C’est d’abord la structuration de son offre « interne » autour de l’entreprise initiale et de ses deux nouvelles entreprises, « Altéra interim » et « Demain habitat » dans le « groupe coopératif Demain », soulignant ainsi l’importance accordée à la gouvernance et à la mobilisation de ses salariés pour la prise de décisions stratégiques, l’élection des dirigeants et la répartition des excédents.

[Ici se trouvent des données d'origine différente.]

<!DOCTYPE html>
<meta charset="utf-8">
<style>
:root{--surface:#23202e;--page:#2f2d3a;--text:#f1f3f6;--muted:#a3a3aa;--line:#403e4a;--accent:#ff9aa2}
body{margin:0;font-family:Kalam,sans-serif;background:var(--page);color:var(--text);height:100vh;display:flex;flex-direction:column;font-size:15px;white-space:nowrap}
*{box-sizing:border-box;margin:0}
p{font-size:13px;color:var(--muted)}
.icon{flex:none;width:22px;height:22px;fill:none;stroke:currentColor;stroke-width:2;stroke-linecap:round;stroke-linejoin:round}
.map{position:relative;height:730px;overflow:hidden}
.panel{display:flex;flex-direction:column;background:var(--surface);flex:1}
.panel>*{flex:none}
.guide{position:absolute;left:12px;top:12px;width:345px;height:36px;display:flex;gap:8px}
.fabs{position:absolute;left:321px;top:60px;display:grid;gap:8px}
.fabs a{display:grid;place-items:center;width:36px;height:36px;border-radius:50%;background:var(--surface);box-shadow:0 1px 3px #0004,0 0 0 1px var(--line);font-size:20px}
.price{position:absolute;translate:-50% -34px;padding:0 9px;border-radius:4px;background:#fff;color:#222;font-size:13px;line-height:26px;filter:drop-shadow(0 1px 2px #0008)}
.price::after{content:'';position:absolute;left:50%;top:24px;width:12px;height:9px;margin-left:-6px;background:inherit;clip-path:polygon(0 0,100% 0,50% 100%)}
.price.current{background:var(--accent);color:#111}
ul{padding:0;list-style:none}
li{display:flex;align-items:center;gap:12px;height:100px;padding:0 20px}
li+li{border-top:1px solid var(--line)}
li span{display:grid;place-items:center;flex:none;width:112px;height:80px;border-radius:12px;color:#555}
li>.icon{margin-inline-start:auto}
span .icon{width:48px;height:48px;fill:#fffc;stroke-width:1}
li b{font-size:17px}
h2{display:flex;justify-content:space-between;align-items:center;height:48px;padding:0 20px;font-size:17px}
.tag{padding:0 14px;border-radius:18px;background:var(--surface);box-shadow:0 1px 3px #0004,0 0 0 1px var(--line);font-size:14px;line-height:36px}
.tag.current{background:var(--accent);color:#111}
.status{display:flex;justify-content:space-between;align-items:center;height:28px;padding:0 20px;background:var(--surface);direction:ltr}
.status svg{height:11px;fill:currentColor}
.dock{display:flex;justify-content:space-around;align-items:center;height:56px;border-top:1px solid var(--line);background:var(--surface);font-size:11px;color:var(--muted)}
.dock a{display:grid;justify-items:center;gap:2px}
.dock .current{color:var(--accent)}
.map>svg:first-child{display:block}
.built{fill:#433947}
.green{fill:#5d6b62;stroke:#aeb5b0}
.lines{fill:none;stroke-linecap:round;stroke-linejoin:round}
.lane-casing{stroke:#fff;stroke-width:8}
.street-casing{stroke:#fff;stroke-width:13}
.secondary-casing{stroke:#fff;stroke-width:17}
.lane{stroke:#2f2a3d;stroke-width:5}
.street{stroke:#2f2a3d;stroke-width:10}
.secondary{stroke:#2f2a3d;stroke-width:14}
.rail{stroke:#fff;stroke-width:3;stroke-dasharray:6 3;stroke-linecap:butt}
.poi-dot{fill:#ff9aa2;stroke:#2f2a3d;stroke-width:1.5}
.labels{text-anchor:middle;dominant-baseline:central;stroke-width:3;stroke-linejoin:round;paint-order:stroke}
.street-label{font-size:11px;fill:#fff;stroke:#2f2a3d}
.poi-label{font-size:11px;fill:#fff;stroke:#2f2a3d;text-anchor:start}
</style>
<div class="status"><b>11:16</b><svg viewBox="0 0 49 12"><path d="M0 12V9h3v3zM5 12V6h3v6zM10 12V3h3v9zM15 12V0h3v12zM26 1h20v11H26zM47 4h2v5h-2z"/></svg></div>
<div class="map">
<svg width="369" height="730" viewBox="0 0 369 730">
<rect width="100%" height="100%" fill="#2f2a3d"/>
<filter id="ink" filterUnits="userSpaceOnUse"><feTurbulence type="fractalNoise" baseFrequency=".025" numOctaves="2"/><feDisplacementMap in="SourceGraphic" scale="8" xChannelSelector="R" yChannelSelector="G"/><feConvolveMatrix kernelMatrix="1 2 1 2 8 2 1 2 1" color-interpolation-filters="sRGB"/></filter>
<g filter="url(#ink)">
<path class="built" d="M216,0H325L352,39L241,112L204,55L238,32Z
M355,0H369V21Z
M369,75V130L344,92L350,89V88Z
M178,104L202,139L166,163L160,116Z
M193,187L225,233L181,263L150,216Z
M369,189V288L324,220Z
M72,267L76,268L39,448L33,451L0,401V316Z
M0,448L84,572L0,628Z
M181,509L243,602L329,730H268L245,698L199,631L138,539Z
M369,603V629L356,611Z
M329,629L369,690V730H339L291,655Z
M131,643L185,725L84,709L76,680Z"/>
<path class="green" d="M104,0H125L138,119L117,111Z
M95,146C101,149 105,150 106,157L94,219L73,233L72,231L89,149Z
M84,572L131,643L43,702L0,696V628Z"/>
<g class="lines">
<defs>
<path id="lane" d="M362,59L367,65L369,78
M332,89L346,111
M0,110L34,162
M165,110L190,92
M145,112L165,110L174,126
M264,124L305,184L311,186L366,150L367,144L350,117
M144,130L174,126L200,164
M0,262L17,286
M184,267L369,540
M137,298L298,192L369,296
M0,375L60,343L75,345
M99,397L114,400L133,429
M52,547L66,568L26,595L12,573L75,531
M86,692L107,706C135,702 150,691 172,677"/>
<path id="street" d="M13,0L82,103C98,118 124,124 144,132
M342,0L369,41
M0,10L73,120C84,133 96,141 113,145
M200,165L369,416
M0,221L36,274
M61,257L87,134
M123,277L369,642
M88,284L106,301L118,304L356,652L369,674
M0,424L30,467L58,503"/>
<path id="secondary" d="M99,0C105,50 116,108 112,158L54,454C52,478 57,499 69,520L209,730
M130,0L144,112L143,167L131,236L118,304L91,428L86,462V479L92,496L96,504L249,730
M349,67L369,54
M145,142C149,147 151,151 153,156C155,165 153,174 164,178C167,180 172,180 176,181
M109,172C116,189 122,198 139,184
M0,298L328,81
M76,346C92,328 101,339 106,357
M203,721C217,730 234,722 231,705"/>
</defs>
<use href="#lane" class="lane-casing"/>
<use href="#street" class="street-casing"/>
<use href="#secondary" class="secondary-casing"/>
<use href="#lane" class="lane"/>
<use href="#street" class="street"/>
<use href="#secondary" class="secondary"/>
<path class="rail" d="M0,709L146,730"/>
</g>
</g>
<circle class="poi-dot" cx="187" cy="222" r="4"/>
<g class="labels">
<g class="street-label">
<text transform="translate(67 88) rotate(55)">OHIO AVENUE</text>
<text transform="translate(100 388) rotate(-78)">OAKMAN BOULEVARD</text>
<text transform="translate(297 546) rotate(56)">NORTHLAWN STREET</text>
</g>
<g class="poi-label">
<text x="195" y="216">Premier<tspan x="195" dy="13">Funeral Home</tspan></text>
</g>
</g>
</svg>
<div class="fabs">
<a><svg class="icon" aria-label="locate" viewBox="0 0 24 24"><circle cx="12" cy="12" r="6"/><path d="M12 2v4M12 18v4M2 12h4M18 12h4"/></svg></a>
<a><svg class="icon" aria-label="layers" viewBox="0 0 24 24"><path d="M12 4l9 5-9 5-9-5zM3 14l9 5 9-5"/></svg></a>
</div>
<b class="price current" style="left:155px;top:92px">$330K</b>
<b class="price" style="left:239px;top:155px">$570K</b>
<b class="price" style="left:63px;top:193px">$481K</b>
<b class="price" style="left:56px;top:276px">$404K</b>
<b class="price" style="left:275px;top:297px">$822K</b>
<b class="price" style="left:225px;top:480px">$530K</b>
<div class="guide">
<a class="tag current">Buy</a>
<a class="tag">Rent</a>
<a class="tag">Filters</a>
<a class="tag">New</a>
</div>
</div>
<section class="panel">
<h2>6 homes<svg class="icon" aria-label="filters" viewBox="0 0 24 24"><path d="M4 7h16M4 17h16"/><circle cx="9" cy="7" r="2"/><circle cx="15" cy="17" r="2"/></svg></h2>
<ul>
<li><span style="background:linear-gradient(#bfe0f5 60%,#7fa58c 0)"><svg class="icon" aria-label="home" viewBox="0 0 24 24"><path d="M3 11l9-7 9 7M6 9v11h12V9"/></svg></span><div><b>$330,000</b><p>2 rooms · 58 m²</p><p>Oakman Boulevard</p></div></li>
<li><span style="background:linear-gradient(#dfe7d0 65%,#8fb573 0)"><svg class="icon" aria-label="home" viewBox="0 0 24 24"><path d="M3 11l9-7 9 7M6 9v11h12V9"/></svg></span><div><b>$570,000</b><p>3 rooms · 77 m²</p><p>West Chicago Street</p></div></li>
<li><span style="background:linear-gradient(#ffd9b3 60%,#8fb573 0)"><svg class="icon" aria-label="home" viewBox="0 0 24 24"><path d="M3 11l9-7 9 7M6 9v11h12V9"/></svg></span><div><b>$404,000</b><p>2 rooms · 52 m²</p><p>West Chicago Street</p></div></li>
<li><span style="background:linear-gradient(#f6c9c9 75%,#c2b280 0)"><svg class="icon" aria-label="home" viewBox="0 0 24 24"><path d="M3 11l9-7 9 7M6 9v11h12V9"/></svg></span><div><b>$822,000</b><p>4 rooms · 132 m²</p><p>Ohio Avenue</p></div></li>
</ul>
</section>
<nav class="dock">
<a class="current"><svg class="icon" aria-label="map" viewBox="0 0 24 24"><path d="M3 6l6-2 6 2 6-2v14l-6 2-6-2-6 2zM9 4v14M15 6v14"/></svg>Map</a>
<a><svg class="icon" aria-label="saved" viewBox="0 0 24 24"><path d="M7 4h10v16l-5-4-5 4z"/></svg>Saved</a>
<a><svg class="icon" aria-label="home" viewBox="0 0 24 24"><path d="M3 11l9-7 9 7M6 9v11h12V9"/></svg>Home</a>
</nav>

Clus’ter Jura : pôle territorial de coopération économique

Mais c’est aussi la création d’un pôle territorial de coopération économique (PTCE) sous la forme d’une société coopérative d’intérêt collectif (SCIC) qui se veut « un cluster territorial », trans-sectoriel, réunissant acteurs économiques (lucratifs et de l’ESS), experts du développement local, réseaux de partenaires et collectivités locales, pour faire émerger de nouvelles filières économiques, si possible dans l’industrie circulaire et permettant de répondre aux besoins sociaux du territoire ».

Lancé en 2014 par Juratri, ce cluster rassemble aujourd’hui 54 sociétaies et s’est fixé pour axe stratégique la réponse aux « besoins sociaux du territoire » dans les domaines du vieillissement, de la mobilité, de l’habitat et de l'alimentation avec l’ambition de création de nouvelles entreprises ou diversification d'activités existantes.

Cet axe stratégique est en cohérence avec les activités des entreprises associées, toutes implantées dans le bassin de Lons-le-Saunier : entreprises économiques classiques (groupe alimentaire Bel, fabricant de verres ophtalmiques VisiOptimum, Transarc, La poste, Smoby…), des acteurs de l’ESS (coopératives laitières, ADMR, Apei, Abricop, constructeur bois…) mais également des collectivités locales et des milieux universitaires (Université de Bourgogne Franche-Comté, EM Lyon…).

Quelles conclusions en tirer ?

Elles n’ont rien d’original : la nécessaire prise en compte du temps long et le rôle structurant, start-up de territoire, que peut jouer une entreprise, notamment de l’ESS, pour la structuration et le développement économique de son territoire, l’importance de la construction d’alliances avec le secteur industriel, d’une part, et avec les collectivités locales, les milieux scientifiques et universitaires, l’agilité pour anticiper les besoins du territoire et diversifier l’activité, le soin à apporter à la gouvernance territoriale.

Depuis, non seulement de nombreuses activités et des emplois nouveaux ont été créés mais le territoire est labellisé « territoire 0 déchet », l’inscrivant dans une économie circulaire qui donne à l’ESS une place renouvelée où la coopération entre acteurs publics, privés, de l’ESS prend toute sa place au service d’un développement plus maîtrisé et respectueux de l’homme et de son environnement.

C’est sûrement une « ESS sans rivage » mais c’est avant tout une ESS ancrée dans son territoire, ouverte et capable de co-construire des alliances avec l’ensemble des acteurs dans une logique de valorisation des ressources locales et du partage de la valeur.

Car l’ESS n’est jamais aussi forte que lorsqu’elle sort de ses murs.